Yesterday’s Guardian had a fascinating story about the EU’s decision to release all of its data about the beneficiaries of its farming subsidies.

David Hencke’s article shows how the rare cooperation of local journalists in many EU countries in a sophisticated research project based on Freedom of Information requests and computer-assisted reporting techniques led to this important development in openness at the EU level.

Danish CAR specialist Nils Mulvad was one of the first to probe this story, using the Danish FOI law to obtain CAP data for his country. Journalists from many oher countries later joined forces to establish the website farmsubsidy.org, which collects stories about CAP disclosures across the EU into a searchable database.

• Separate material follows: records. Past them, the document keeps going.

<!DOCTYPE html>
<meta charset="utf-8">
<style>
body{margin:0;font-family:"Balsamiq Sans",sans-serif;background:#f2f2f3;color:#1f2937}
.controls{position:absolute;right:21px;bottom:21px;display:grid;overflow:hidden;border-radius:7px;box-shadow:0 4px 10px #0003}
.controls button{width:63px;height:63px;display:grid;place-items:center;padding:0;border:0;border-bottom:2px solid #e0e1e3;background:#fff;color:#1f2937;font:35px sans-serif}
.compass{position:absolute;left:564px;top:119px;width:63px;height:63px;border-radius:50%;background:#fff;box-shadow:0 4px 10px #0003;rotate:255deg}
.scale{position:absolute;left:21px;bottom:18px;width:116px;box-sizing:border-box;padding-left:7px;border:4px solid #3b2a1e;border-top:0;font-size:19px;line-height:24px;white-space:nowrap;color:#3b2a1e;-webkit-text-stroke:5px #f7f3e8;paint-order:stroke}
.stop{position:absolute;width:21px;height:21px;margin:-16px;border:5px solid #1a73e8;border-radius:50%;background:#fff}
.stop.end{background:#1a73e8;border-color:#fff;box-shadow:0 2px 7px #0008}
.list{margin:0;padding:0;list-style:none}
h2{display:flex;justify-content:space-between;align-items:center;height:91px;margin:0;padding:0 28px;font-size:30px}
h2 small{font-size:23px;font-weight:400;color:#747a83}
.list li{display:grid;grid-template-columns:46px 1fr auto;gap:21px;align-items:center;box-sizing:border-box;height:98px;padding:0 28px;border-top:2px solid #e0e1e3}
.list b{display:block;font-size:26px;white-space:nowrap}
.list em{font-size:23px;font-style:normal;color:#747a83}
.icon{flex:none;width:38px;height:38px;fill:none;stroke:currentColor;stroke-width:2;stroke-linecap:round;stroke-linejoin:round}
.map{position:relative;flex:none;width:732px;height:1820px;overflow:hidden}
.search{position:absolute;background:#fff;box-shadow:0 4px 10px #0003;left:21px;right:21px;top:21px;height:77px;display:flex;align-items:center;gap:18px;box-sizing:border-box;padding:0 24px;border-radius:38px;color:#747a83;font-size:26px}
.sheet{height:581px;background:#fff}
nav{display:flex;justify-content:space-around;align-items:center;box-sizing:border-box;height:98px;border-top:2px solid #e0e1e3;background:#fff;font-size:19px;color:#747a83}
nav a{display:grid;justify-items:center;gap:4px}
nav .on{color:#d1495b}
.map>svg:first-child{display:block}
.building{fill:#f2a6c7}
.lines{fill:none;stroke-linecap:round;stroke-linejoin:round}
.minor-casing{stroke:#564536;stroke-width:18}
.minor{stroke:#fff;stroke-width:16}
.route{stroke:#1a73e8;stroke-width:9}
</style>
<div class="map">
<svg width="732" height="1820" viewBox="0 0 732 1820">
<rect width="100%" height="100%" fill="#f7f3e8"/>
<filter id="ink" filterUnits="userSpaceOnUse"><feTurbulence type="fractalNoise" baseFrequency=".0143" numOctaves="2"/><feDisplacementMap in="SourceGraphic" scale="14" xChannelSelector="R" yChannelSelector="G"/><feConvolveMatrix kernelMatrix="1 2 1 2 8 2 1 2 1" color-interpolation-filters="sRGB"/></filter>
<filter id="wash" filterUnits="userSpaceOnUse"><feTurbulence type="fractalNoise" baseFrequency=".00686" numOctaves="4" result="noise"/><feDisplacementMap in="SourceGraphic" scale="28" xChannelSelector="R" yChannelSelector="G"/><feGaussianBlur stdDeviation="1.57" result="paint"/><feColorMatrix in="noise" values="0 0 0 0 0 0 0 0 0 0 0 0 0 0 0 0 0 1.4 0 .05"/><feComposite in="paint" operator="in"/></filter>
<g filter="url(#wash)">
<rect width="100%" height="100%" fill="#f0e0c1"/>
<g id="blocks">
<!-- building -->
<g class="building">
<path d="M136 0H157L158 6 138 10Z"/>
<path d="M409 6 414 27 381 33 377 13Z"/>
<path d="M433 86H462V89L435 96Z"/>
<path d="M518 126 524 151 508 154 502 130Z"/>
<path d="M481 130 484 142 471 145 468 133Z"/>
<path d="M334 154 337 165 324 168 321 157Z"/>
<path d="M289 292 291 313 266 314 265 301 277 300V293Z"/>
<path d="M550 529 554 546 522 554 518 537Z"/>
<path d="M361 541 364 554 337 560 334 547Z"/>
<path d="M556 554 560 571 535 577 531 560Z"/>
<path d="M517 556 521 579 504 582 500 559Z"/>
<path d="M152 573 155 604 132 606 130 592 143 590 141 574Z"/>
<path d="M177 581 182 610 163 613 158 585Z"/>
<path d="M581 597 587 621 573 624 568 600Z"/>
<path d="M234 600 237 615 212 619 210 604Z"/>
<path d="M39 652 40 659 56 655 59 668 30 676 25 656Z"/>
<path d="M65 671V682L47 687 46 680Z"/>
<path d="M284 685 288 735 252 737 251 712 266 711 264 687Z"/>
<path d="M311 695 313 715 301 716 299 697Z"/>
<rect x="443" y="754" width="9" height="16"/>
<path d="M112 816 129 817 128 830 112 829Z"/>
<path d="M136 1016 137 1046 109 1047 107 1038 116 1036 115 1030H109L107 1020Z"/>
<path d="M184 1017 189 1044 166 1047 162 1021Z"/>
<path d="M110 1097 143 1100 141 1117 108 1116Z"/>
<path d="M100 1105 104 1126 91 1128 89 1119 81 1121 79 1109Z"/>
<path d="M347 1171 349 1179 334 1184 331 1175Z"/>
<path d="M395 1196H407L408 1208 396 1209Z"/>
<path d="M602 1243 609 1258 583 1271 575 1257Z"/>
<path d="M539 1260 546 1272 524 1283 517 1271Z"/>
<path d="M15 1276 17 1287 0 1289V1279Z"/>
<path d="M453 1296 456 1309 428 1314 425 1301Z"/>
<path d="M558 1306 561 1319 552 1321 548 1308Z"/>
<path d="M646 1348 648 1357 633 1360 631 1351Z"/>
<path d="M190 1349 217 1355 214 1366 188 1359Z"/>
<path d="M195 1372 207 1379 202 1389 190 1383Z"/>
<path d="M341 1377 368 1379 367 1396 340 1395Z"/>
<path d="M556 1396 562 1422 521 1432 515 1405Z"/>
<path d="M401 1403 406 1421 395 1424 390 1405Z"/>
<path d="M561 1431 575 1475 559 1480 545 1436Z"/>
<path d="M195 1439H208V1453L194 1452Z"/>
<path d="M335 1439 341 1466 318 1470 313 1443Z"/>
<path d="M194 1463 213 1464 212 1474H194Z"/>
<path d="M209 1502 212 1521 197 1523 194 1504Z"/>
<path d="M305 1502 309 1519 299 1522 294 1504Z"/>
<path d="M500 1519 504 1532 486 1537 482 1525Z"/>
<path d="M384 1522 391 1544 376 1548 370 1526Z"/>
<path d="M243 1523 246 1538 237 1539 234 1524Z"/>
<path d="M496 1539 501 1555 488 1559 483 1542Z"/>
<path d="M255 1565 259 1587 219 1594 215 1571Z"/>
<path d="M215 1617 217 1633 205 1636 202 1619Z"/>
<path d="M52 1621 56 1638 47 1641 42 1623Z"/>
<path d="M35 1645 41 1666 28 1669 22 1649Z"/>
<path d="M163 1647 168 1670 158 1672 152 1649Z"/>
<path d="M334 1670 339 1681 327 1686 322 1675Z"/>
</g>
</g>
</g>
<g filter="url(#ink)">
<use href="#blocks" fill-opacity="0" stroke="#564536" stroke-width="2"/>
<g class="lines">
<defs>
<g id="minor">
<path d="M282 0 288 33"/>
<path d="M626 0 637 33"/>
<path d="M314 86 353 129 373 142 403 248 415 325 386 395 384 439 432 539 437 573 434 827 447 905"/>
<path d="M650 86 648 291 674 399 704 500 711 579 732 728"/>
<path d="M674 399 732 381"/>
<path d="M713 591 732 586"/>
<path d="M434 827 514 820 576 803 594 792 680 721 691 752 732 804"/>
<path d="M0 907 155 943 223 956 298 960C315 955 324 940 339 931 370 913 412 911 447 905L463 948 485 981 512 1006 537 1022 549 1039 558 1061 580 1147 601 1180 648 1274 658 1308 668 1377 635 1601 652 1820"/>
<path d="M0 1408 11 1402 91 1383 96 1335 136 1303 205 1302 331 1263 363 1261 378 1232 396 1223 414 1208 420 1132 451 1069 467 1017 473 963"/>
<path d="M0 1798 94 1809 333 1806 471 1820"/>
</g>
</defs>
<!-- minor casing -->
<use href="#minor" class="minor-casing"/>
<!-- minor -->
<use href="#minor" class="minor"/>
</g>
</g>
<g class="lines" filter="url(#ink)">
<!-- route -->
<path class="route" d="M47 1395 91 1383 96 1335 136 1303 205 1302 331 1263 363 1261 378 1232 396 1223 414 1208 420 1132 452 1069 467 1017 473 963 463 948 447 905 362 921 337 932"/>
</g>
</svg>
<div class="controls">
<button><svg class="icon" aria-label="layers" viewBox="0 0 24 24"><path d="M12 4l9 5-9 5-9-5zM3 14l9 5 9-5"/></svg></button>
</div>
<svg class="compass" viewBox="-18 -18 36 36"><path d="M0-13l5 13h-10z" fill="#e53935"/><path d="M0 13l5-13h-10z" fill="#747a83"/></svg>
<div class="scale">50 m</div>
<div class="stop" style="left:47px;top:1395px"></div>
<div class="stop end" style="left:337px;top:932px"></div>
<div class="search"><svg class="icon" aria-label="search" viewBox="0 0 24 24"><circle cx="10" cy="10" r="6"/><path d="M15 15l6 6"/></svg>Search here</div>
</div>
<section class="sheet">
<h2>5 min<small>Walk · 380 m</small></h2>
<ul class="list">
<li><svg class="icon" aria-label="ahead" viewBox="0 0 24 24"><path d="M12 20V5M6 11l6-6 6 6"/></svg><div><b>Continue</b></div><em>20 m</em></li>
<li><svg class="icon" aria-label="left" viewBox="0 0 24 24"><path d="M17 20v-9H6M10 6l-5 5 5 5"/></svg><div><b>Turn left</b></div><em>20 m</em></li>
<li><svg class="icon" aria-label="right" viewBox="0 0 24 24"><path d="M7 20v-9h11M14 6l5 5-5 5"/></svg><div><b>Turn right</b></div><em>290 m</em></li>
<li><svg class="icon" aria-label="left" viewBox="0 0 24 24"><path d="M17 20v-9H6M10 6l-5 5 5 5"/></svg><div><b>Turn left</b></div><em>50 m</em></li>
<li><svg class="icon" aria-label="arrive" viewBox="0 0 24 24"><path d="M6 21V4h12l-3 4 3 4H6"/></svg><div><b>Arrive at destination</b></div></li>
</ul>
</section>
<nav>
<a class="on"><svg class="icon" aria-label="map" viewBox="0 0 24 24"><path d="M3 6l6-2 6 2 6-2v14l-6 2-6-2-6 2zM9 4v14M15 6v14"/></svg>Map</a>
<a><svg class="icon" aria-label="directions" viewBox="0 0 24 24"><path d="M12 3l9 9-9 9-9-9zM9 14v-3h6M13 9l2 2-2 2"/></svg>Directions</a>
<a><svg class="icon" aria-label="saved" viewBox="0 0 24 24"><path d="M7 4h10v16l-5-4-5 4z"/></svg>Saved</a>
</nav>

The site was modelled on a similar effort in the United States where the Environmental Working Group has maintained a searchable database of Federal farm subsidies since the Washington Post first forced their disclosure through an FOI case in 1996.

But what Hencke’s story also reveals is that when it suits government policy to release formerly secret data, it can be eager to do so. When the CAP subsidies were released last year, the government argued in favour of disclosure against the farming lobby. I recall being very surprised by Defra’s eagerness to respond to the FOI request by the Guardian.

Hencke’s story reveals the important role that Jack Thurston, a former special advisor to agriculture minister Nick Brown, had in having the CAP figures for England and Wales released without a fight.

As minister, Brown had become aware of the fact that the largest CAP recipients in Britain included major corporations and the royal family. The Data Protection Act appeared to bar him from disclosing this, however.

Thurston later joined the Foreign Policy Centre think tank, where he wrote a pamphlet calling for disclosure of CAP subsidies. When Freedom of Information Act came into force in 2005, Thurston knew exactly what to ask for:

While the Guardian was publicly demanding the information, Thurston was using his Labour connections to press Margaret Beckett, then agriculture secretary, and Larry Whitty, the farms minister, and advisers to Gordon Brown, to concede. The government agreed and Britain became the first big member of the EU to release the information.

This long-fought campaign was certainly a great success for European journalism — and those European governments seeking farm subsidy reform at the EU level. It shows how freedom of information does not always have to be an adversarial game between a government and its citizens. Sometimes governments can be persuaded of seeing openness as being useful for improving policy.

(In any event, for helping to spread CAR techniques — and showing genuine political successes with it — Mulvad and his new business partner in Denmark, Tommy Kaas, should go on that growing list of new role models for journalism students.)